Abstract:
Objectives: The rapid development of UAV remote sensing technology is leading to an increased role for these devices in emergency search and rescue operations and law enforcement tracking. This is due to the unique advantages offered by UAVs, including rapid response, wide-area coverage, and a panoramic view. The utilisation of UAV imagery for person detection is of paramount importance in the context of emergency rescue and social security. However, due to the small and complex background of the person objects in the UAV imagery, the high-precision person detection task still presents a significant challenge.

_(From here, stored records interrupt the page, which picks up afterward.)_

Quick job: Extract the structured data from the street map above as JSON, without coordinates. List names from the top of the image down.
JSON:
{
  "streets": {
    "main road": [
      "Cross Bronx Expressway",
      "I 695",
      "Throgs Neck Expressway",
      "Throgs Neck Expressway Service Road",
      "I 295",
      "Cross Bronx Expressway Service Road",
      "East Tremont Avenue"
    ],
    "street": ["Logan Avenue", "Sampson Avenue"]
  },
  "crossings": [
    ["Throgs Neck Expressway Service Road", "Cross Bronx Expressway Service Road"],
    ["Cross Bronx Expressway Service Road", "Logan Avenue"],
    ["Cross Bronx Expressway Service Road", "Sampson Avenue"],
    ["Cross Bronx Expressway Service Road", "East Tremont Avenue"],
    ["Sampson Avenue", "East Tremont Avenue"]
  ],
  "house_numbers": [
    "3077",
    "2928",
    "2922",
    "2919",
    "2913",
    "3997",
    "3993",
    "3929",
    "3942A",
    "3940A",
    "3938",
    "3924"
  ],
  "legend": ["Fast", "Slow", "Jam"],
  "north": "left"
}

Methods: To address the aforementioned issue, a UAV image person detection network is proposed. The network employs a spatial depth-transformed convolution in lieu of a downsampling layer in the feature extraction stage. This approach ensures the retention of all information in the channel dimensions, preventing information loss and facilitating the preservation of small object features throughout the feature extraction process. Secondly, a selective feature fusion module is designed to address the issue of noise interference. The module employs highlevel features as weights to guide the crucial information in low-level features, thereby mitigating the impact of background noise on the latter. Furthermore, it facilitates a more comprehensive integration of the semantic information of high-level features and the detailed information of low-level features. This integration significantly enhances the network's capacity to distinguish between the background and the foreground information present in UAV images. Finally, a context-aware module is designed to address the issue of limited feature information associated with small objects. This module integrates environmental information surrounding the object, including local features, contextual information, and global context. The module integrates environmental information surrounding the object, including local features, surrounding context, and global context, thus enhancing the contextual features of small objects and improving the final object detection accuracy.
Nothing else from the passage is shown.